Not scary! Because you have a 15/4 EC policy, we say each partition has 19 "replicas". And since rebalance will only move one "replica" of any partition max at each rebalance: up to 100% of your partitions may have at least one replica assignment move. That means, after you push out this ring, 100% of your object GET requests will experience at most one "replica" is out of place. But that's ok! In a 15/4 you only need 15 EC fragments to respond successfully and you have 18 total fragments that did NOT get reassigned. It's unfortunate the language is a little ambiguous, but it is talking about % of *partitions* that had a replica moved. Since each object resides in single a partition - the % of partitions affected most directly communicates the % of client objects affected by the rebalance. We do NOT display % of *partition-replicas* moved because while the number would be smaller - it could never be 100% because of the restriction that only one "replica" may move. When doing a large topology change - particularly with EC - it may be the case that more than one replica of each part will need to move (imagine doubling your capacity into a second zone on a 8+4 ring) - so it'll take a few cranks. Eventually you'll want to have moved 6 replicas of each part (6 in z1 and 6 in z2), but if we allowed you to move six replicas of 100% of your parts you'd only have 6/8 required parts to service reads! Protip: when you push out the new ring you can turn on handoffs_only mode for the reconstructor for a little while to get things rebalanced MUCH more quickly - just don't forget to turn it off! (sending second time because I forgot to reply all to the list) On Thu, Sep 16, 2021 at 11:35 AM Reid Guyett <rguyett@datto.com> wrote:
Hello,
We were working on expanding one of our clusters (Ussuri on Ubuntu 18.04) and are wondering about the rebalance behavior of swift-ring-builder. When we run it in debug mode on a 15/4 EC ring, we see this message about "Unable to finish rebalance plan after 2 attempts" and are seeing 100% partitions reassigned.
DEBUG: Placed 10899/2 onto dev r1z3-10.40.48.72/d10 DEBUG: Placed 2183/3 onto dev r1z5-10.40.48.76/d11 DEBUG: Placed 1607/1 onto dev r1z3-10.40.48.70/d28 DEBUG: Assigned 32768 parts DEBUG: Gather start is 10278 (Last start was 25464) DEBUG: Unable to finish rebalance plan after 2 attempts Reassigned 32768 (100.00%) partitions.

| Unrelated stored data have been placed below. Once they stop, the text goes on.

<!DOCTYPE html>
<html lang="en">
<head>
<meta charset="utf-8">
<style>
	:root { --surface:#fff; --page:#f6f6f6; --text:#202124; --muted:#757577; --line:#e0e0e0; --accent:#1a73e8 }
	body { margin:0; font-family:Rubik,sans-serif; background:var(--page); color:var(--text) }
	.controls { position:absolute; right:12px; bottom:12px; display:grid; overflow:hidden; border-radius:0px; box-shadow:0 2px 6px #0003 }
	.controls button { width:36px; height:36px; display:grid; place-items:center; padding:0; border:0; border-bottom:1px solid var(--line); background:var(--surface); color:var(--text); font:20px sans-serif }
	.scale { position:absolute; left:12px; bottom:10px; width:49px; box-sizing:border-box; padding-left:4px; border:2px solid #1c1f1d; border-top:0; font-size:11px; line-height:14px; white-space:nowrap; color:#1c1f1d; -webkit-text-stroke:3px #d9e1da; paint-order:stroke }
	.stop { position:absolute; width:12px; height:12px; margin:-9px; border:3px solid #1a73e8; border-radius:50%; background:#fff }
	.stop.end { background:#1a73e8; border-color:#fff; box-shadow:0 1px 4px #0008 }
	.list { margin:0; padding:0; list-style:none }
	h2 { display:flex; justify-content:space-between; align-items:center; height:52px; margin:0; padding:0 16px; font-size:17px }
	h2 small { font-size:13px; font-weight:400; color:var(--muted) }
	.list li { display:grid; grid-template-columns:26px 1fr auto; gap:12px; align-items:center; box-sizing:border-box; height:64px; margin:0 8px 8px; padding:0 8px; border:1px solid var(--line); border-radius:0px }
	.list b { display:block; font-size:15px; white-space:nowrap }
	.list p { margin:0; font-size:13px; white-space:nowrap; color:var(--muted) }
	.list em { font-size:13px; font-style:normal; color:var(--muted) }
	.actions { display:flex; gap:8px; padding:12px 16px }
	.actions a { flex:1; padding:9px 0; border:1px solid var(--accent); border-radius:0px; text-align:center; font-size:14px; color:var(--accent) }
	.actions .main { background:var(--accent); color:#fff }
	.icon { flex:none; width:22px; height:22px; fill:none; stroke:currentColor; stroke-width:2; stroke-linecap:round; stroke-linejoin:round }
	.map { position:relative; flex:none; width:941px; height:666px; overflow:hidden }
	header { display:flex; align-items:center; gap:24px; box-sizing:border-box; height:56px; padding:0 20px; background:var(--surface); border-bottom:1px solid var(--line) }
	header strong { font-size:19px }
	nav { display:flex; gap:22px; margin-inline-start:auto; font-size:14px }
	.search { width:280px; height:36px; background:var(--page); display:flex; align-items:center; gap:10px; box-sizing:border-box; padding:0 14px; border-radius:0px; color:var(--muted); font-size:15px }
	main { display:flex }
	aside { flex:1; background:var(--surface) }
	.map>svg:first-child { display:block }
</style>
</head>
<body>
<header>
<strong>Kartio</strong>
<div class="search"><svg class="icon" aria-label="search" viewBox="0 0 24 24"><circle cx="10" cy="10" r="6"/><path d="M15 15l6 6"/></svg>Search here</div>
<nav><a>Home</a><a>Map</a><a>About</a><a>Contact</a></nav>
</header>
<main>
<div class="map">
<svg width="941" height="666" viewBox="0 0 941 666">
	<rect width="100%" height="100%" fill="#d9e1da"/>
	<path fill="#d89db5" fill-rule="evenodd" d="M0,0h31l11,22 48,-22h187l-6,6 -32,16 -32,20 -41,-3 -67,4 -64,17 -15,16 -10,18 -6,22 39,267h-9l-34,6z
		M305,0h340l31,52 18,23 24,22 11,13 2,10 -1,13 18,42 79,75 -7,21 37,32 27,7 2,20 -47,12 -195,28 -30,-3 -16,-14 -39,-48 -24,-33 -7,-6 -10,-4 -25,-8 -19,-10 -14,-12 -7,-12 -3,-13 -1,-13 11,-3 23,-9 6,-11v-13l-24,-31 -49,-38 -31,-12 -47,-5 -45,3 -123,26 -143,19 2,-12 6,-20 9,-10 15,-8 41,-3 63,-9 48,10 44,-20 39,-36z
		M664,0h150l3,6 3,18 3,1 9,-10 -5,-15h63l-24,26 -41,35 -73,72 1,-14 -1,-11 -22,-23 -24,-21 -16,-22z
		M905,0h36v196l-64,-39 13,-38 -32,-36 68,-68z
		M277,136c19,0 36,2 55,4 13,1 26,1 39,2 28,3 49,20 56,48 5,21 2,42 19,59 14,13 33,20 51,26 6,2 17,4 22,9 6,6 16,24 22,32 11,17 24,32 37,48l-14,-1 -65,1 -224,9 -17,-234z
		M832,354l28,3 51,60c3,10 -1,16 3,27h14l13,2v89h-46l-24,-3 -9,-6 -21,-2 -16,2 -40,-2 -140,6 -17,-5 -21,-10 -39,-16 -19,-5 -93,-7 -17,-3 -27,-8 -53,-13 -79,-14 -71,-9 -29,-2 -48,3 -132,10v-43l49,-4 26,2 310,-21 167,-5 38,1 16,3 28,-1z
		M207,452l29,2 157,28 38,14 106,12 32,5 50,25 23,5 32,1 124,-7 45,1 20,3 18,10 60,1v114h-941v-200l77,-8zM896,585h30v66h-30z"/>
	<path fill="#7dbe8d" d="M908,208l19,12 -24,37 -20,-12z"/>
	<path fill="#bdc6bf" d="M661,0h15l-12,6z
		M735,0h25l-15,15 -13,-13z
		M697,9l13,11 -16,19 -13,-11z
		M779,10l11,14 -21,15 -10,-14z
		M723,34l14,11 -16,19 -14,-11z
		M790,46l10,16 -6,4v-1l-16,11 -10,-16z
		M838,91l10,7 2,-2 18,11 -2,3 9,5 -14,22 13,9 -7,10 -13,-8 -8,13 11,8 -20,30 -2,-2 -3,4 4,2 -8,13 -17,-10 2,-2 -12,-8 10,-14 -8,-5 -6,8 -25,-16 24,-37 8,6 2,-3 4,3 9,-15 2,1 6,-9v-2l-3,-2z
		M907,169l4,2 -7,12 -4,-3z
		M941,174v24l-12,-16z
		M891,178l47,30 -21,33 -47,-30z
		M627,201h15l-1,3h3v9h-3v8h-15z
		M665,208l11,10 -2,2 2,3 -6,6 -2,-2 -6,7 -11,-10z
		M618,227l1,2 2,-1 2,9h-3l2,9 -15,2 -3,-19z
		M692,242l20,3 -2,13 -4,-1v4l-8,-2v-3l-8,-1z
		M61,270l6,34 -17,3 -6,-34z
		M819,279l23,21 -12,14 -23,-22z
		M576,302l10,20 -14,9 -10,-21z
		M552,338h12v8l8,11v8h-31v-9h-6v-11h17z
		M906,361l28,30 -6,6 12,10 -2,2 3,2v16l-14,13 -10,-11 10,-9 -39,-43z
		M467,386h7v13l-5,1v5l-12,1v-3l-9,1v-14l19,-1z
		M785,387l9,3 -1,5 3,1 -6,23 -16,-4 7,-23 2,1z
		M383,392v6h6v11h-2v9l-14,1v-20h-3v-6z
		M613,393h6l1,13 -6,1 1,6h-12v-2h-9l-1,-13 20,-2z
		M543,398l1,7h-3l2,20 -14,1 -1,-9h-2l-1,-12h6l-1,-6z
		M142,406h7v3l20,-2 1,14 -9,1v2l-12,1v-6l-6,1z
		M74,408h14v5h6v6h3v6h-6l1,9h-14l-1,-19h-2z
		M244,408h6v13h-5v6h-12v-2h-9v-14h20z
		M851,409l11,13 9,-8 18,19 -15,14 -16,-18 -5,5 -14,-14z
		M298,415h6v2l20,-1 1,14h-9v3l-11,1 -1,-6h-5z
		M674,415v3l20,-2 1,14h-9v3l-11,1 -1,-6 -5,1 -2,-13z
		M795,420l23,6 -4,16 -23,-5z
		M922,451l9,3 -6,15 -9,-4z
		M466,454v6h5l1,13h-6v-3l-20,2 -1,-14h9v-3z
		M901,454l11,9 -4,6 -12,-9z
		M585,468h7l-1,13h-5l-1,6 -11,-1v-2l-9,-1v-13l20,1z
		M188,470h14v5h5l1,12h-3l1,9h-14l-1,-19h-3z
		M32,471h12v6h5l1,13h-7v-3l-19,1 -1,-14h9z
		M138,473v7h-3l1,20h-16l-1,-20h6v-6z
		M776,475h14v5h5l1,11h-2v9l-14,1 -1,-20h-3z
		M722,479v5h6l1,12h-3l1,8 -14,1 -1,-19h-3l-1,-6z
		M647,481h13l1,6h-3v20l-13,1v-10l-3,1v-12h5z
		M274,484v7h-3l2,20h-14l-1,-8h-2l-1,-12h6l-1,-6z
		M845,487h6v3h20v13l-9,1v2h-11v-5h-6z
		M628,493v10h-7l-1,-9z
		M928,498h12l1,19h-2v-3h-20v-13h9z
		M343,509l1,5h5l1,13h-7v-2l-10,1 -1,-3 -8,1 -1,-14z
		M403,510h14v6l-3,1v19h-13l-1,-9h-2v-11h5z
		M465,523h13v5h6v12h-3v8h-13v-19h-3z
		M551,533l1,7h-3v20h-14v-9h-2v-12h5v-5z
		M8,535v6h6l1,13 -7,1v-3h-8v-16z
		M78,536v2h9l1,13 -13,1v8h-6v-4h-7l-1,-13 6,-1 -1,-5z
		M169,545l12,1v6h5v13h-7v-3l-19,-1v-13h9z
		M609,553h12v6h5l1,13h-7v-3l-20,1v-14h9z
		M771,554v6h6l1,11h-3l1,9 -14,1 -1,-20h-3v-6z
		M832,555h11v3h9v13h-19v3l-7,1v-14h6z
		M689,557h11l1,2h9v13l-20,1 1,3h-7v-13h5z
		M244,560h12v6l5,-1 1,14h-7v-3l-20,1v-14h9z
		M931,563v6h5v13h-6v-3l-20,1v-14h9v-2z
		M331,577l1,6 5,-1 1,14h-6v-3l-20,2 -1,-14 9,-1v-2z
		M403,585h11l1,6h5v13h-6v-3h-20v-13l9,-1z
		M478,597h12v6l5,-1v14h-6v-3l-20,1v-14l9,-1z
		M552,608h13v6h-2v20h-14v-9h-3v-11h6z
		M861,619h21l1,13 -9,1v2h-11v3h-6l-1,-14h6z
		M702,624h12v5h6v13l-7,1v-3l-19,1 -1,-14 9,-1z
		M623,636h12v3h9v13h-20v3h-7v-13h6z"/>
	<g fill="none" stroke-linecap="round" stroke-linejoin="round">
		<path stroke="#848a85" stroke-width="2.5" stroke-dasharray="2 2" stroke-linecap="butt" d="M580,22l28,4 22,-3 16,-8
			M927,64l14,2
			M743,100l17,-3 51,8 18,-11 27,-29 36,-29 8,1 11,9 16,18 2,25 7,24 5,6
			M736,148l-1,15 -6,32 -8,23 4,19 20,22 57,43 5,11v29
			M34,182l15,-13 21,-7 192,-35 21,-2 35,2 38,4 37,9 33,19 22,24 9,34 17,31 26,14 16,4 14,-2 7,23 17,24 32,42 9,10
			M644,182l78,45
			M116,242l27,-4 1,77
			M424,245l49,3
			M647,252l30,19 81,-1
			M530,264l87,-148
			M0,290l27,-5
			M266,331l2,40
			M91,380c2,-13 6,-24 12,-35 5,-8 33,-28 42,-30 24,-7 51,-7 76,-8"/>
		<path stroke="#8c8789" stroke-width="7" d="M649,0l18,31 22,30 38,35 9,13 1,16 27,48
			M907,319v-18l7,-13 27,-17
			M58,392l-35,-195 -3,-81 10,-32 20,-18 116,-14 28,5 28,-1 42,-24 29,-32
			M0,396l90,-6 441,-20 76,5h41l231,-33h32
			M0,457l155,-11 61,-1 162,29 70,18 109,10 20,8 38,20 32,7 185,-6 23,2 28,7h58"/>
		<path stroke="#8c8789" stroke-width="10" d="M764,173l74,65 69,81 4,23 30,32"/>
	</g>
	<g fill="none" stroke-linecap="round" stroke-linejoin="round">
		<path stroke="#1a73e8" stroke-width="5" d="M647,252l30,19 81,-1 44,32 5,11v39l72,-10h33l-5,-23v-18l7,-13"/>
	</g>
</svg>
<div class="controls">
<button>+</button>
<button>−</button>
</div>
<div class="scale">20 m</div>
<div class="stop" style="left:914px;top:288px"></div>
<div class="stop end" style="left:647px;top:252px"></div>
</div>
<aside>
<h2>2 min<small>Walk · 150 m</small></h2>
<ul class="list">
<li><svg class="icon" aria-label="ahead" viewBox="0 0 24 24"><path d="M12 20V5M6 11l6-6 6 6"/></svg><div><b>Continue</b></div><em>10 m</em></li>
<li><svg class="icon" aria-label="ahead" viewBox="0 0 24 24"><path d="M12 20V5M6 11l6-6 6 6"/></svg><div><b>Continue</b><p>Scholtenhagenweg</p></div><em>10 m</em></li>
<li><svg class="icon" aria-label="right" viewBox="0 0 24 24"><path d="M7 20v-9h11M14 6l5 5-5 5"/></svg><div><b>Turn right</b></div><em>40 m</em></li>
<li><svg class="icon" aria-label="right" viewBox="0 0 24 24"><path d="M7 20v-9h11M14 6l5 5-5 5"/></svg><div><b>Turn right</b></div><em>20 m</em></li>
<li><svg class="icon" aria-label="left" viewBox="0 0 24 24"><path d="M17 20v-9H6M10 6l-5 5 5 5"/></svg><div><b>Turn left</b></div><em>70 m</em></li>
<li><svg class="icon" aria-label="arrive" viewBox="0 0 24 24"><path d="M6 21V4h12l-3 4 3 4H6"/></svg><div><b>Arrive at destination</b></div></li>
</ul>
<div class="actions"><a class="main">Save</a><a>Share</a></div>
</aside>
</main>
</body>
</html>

Balance is now 63.21. Dispersion is now 0.00
------------------------------------------------------------------------------- NOTE: Balance of 63.21 indicates you should push this ring, wait at least 1 hours, and rebalance/repush.
-------------------------------------------------------------------------------
Moving 100% seems scary, what does that mean in this situation? Is this message because 1 fragment from every partition is moved and that is the most that it can do per rebalance because they are technically the same partition? When we compare the swift-ring-builder output (partitions per device) between rebalances we can see some partitions move each time until we no longer see the push/wait/rebalance message again. So it's not really moving 100% partitions.
Reid
-- Clay Gerrard